MIRAMAR, Fla. — The homestretch of a track is a familiar place for American sprint legend Michael Johnson. That’s where he broke nine world records. And at the Atlanta Olympics in 1996, it was where he pulled away from the competition for two of his four Olympic golds.
Now, near Miami, he can reflect on his new mission: creating a first-of-its-kind professional league for Olympic track stars.
“I’m able to, every now and then, just step back and go, ‘Yeah, this looks really good. This is exactly what we wanted and how I envisioned it,’” Johnson said as he admired the venue for the U.S. debut of Grand Slam Track, the new league he founded last year.
“In track as a sport, you have the fastest people in the world who don’t have an opportunity to prove it, but every four years,” he told NBC News. “So Grand Slam Track provides that opportunity for the best, the fastest people on the planet to compete and race against one another, and fans are the beneficiaries of that.”
Grand Slam Track is headlined by household names such as two-time reigning Olympic 400-meter hurdles gold medalist and world record holder Sydney McLaughlin-Levrone and three-time Paris Olympic gold medalist Gabby Thomas.
“I wasn’t in their position. I had the benefit of having had an Olympics in the U.S. and was able to establish a brand and have my moment in that Olympics,” Johnson explained.
Unlike other professional track and field competitions, Grand Slam Track is contracting athletes to compete in the league for a full season: eight races across four meets every year. The first took place in Kingston, Jamaica, last month. Two others are scheduled in Philadelphia and Los Angeles after this weekend’s competition.
“Now you have the opportunity in between those Games to establish yourself and prove that I am one of the best in the world, because I am part of a league of the best in the world,” Johnson said.
Following the pandemic and a condensed Olympic cycle, running is in a boom. The 2024 NYC Marathon broke the record for finishers: 55,646. The next two largest were also last year in Berlin and Paris.
Grand Slam Track and the investors behind it are betting on that momentum. The league says it’s secured more than $30 million in financing from investors and strategic partners. More than $12 million of that funding is going toward athlete prize money, with $100,000 up for grabs for the winners of each event — that’s on top of guaranteed contract pay
The stars are following the money.
The league’s inaugural season features more than 30 medalists from the Paris Games who are expected to compete at each meet.
Thomas told NBC News that for athletes like her, the prize money represents “the first time you can go compete in the regular season and just make what we’re worth.”
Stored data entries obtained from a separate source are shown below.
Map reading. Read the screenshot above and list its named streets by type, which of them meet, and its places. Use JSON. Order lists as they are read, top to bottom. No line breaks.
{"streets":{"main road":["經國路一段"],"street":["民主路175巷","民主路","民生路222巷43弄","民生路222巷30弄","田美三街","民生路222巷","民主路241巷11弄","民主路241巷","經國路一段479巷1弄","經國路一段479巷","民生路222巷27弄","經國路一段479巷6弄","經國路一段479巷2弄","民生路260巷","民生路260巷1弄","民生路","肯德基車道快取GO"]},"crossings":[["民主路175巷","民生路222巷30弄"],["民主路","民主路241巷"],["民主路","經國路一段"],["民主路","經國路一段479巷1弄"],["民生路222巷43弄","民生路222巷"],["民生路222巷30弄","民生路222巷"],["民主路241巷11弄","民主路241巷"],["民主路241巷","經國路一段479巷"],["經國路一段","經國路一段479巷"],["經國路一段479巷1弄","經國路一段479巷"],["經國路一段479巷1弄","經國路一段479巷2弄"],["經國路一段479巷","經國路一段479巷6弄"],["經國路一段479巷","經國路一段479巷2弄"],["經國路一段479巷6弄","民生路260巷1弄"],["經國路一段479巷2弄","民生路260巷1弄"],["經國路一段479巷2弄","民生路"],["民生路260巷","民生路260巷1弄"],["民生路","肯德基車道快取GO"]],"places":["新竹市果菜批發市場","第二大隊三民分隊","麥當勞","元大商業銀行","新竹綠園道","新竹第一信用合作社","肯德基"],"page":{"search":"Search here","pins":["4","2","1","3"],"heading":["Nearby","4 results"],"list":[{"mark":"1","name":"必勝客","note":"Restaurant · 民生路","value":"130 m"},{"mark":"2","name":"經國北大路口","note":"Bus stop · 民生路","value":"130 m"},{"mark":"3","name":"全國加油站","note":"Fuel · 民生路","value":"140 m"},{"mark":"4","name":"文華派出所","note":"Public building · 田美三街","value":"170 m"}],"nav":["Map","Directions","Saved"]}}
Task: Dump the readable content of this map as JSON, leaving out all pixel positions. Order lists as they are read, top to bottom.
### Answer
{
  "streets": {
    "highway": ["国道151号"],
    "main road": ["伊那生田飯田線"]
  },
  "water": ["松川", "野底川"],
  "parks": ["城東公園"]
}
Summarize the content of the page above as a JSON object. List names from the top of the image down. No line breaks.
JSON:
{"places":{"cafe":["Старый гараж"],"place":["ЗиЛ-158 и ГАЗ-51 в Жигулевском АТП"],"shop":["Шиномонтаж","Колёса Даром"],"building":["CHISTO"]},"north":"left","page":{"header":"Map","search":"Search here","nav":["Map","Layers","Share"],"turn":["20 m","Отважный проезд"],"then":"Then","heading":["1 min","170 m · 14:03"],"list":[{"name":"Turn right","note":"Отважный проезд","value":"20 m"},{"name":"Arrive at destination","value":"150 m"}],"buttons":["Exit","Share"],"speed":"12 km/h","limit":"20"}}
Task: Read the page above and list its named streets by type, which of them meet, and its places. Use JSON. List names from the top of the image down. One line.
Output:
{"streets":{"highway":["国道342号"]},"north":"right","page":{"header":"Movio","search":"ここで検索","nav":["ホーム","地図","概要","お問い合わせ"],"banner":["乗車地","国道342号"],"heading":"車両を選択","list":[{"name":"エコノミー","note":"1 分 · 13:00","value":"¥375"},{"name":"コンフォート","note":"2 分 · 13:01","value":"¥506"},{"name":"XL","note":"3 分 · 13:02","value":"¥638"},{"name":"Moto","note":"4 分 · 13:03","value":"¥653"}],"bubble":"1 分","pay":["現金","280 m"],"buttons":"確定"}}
While some track stars are guaranteed a paycheck and slot at each meet, other athletes are invited to specific meets.
Dylan Beard, a hurdler who qualified for the Olympic trials while working at Walmart last year, got the biggest payday of his career at the premier event in Jamaica by placing second in his event group.
“It means a lot to the athletes who don’t have the contracts and sponsorship that can bring in that kind of money throughout the years, which requires us to work a part-time job or part-time jobs,” Beard said.
For Johnson, it’s about paying racers to race.
“No one has ever put Gabby Thomas or any other track athlete under contract to be a racer,” he said. “Like basketball players are put under contract to play basketball. Football players are put under contract to footballers.”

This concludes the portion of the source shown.